Smith normal forms of bivariate polynomial matrices

TL;DR

This paper investigates conditions under which bivariate polynomial matrices are equivalent to their Smith normal forms, revealing limitations of previous assertions and extending results to broader classes using algebraic theorems.

Contribution

The paper provides a counterexample to a previous claim and proves the assertion holds for matrices with degree of det in y at most 1, extending the theory.

Findings

Counterexample for s >= 2 showing the condition is not sufficient

Proof that the assertion holds when degree of det in y is at most 1

Extension to rank-deficient and non-square matrices using Quillen-Suslin theorem

Abstract

In 1978, Frost and Storey asserted that a bivariate polynomial matrix is equivalent to its Smith normal form if and only if the reduced minors of all orders generate the unit ideal.

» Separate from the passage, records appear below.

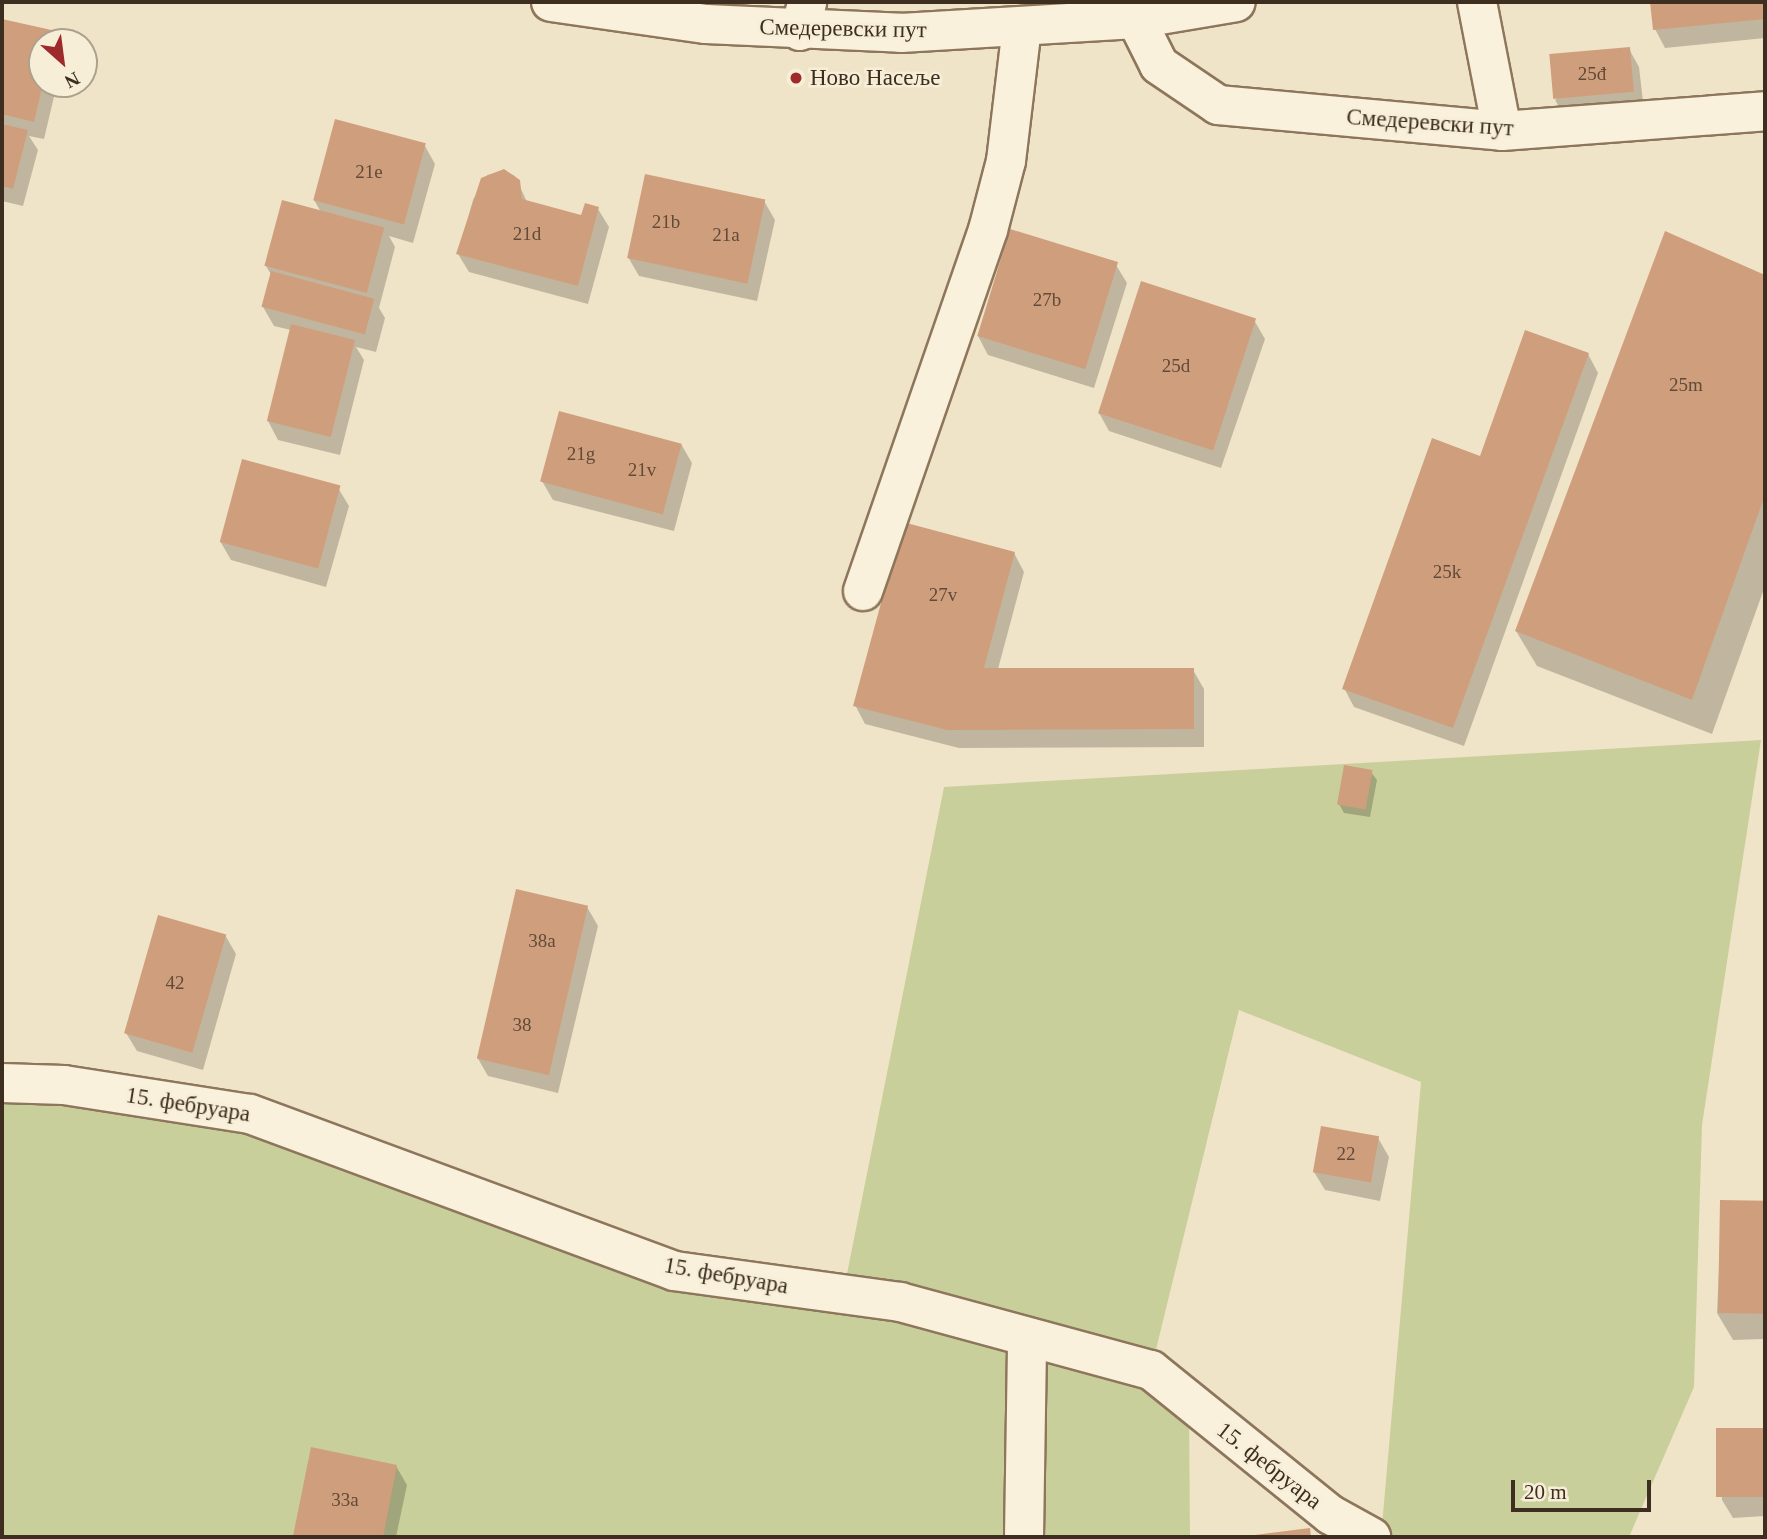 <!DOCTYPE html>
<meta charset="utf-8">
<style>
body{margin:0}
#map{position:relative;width:1767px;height:1539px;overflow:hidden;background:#f0e4c8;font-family:"Times New Roman",serif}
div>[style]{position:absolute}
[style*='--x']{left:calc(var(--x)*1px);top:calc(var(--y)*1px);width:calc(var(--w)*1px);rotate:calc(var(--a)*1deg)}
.green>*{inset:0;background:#c9cf9b}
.shadow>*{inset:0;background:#0003}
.building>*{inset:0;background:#cf9f7d;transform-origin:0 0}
.roads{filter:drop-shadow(2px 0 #8d765c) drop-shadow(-2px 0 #8d765c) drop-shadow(0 2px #8d765c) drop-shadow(0 -2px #8d765c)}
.street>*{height:38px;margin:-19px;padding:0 19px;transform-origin:19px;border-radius:19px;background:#faf1dc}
.secondary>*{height:38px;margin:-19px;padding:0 19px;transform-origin:19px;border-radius:19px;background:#faf1dc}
.dots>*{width:19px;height:19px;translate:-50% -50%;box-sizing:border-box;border:4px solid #f7eed8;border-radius:50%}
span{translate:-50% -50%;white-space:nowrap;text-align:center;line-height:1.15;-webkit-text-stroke:5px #f7eed8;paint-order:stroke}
.number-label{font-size:19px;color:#624a37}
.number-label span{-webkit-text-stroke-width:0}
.street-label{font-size:23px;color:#3d2e20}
.poi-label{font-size:23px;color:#3d2e20}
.left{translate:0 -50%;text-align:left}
.frame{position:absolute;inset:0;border:4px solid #3d2e20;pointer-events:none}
.north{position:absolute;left:28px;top:28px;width:70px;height:70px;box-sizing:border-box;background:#f7eed8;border:2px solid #ada18e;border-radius:50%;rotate:152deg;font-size:19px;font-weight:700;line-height:28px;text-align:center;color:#3d2e20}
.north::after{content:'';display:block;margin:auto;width:24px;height:32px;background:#9e2a2b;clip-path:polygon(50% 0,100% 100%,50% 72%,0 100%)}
.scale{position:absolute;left:1511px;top:1480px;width:140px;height:32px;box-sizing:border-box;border:4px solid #3d2e20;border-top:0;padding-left:9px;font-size:21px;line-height:24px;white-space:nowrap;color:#3d2e20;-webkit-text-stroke:5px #f7eed8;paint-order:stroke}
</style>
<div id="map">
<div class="green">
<i style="clip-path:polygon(1761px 740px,1702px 1125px,1694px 1387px,1629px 1537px,1381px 1537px,1421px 1082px,1239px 1010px,1151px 1370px,1189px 1402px,1190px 1537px,2px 1537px,2px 1083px,250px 1114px,551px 1223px,843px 1294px,944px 787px)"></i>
</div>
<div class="shadow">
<i style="clip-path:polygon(1652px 2px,1765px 2px,1765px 38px,1665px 48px,1655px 29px)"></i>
<i style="clip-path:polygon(2px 20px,54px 33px,60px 42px,42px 42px,42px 84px,57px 84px,44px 139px,29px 136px,38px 150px,23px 206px,2px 201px)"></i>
<i style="clip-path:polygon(1629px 49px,1639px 67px,1644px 110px,1566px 118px,1555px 100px)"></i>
<i style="clip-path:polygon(425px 146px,435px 164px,413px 243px,389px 236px,395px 247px,379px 308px,385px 318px,376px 352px,356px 347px,364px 360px,340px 455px,278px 440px,268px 421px,291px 330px,274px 326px,263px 307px,272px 276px,266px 266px,321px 212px,314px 200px)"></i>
<i style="clip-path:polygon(504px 171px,515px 176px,527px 202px,582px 217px,598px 209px,609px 227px,588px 304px,469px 272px,458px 254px,473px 200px,487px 175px)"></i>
<i style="clip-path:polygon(764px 201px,775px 220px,757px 301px,639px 276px,628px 257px)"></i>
<i style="clip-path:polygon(1666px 233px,1765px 277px,1765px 586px,1712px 734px,1537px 666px,1516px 631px)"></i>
<i style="clip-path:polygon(1116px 265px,1127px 283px,1094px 388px,988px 355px,978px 336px)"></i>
<i style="clip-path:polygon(1254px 320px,1265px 339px,1221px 468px,1109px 431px,1099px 413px)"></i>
<i style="clip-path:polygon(1588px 354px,1598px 373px,1464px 746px,1354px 707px,1344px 688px)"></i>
<i style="clip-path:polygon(681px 444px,692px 463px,674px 531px,553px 500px,542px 481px)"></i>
<i style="clip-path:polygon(338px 488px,349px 506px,326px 587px,231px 560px,220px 541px)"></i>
<i style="clip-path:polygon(1014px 553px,1024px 572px,998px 669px,1193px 670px,1204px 689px,1204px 747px,959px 748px,865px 724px,855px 705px)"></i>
<i style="clip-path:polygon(1371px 772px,1377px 780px,1370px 817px,1344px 813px,1339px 804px)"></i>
<i style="clip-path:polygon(587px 907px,598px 926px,558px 1093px,488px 1076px,477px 1057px)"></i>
<i style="clip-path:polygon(225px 935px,236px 954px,203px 1070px,137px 1051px,126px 1033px)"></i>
<i style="clip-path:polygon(1378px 1138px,1389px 1157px,1380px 1201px,1325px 1190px,1314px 1172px)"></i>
<i style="clip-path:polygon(1722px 1202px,1765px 1203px,1765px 1339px,1733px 1340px,1717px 1313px)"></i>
<i style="clip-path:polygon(1765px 1429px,1765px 1516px,1733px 1518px,1722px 1500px,1718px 1433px)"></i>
<i style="clip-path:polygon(396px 1466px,407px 1485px,396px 1537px,295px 1537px)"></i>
</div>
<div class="building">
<i style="clip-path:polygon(1650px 2px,1765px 2px,1765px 19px,1653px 30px)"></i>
<i style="clip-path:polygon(2px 19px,56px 31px,53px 42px,42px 42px,43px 84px,34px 122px,2px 114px)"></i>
<i style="left:1630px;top:47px;width:45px;height:81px;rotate:85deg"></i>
<i style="left:335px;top:119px;width:94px;height:84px;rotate:15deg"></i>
<i style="clip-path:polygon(2px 124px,28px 130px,13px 189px,2px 186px)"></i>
<i style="clip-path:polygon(504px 169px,520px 180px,522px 199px,581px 215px,585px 203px,599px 207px,578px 286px,456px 254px,481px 178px)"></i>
<i style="left:645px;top:174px;width:123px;height:86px;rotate:12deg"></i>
<i style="left:282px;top:200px;width:106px;height:68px;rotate:15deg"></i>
<i style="left:1010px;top:229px;width:113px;height:112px;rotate:17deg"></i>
<i style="clip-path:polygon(1665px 231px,1765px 275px,1765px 495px,1692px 700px,1515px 631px)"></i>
<i style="left:271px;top:271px;width:107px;height:37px;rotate:15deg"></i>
<i style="left:1141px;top:281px;width:121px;height:139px;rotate:18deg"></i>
<i style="left:291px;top:324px;width:66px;height:100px;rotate:14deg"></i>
<i style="clip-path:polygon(1525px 330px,1589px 353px,1453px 728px,1342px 689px,1432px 438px,1480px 456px)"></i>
<i style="left:559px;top:411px;width:127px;height:73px;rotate:15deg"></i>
<i style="left:242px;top:459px;width:102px;height:86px;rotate:15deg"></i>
<i style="clip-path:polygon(903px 522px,1015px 552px,984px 668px,1194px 668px,1194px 729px,947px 730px,853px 706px)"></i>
<i style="left:1344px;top:765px;width:29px;height:40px;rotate:10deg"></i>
<i style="left:516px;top:889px;width:74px;height:174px;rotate:13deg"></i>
<i style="left:158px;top:915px;width:71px;height:123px;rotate:16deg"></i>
<i style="left:1321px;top:1126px;width:59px;height:47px;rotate:10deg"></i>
<i style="left:1720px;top:1200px;width:45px;height:113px;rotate:1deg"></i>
<i style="left:1765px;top:1428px;width:69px;height:49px;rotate:90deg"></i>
<i style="clip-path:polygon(311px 1447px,397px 1465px,383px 1537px,293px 1536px)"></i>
<i style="clip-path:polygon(1310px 1528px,1311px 1537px,1247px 1537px,1247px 1536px)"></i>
</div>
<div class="roads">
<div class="street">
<i style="--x:1477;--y:2;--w:131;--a:79"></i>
<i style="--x:1136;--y:19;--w:51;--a:63.4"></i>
<i style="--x:1159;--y:65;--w:71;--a:34.1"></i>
<i style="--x:1218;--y:105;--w:285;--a:5.2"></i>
<i style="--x:1502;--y:131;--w:264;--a:-4.3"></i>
<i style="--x:800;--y:31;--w:30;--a:-76"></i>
<i style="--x:863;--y:591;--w:382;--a:-70.9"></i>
<i style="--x:988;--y:230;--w:71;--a:-75.4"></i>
<i style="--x:1006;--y:161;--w:135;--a:-83.2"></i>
<i style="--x:2;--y:1083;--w:62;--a:1.8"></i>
<i style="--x:64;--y:1085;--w:188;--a:8.9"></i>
<i style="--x:250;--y:1114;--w:452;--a:20.3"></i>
<i style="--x:674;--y:1271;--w:228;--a:7.8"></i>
<i style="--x:900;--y:1302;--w:260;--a:15.2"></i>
<i style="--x:1151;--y:1370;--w:231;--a:38.9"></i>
<i style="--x:1331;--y:1515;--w:46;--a:28.8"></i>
<i style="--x:1024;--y:1537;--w:199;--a:-89.1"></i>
</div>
<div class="secondary">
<i style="--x:551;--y:2;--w:157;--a:8.1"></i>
<i style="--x:706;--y:24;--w:195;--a:2.6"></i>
<i style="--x:901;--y:33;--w:235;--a:-3.4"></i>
<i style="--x:1136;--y:19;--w:101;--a:-9.6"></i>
</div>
</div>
<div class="dots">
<i style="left:796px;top:78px;background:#9e2a2b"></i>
</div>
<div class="number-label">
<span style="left:1592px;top:74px">25đ</span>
<span style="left:369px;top:172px">21e</span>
<span style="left:666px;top:222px">21b</span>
<span style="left:527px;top:234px">21d</span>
<span style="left:726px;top:235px">21a</span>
<span style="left:1047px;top:300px">27b</span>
<span style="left:1176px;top:366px">25d</span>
<span style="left:1686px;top:385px">25m</span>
<span style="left:581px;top:454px">21g</span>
<span style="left:642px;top:470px">21v</span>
<span style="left:1447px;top:572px">25k</span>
<span style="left:943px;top:595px">27v</span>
<span style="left:542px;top:941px">38a</span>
<span style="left:175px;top:983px">42</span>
<span style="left:522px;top:1025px">38</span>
<span style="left:1346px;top:1154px">22</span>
<span style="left:345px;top:1500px">33a</span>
</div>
<div class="street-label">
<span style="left:843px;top:29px;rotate:1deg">Смедеревски пут</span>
<span style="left:1430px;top:123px;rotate:4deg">Смедеревски пут</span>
<span style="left:188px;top:1105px;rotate:9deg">15. фебруара</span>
<span style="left:726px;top:1276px;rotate:10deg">15. фебруара</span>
<span style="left:1269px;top:1466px;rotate:38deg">15. фебруара</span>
</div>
<div class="poi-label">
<span class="left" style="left:810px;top:78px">Ново Насеље</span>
</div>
<div class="frame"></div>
<div class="north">N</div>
<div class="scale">20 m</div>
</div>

In this paper, we first demonstrate by constructing an example that for any given positive integer s with s >= 2, there exists a square bivariate polynomial matrix M with the degree of det(M) in y equal to s, for which the condition that reduced minors of all orders generate the unit ideal is not a sufficient condition for M to be equivalent to its Smith normal form. Subsequently, we prove that for any square bivariate polynomial matrix M where the degree of det(M) in y is at most 1, Frost and Storey's assertion holds. Using the Quillen-Suslin theorem, we further extend our consideration of M to rank-deficient and non-square cases.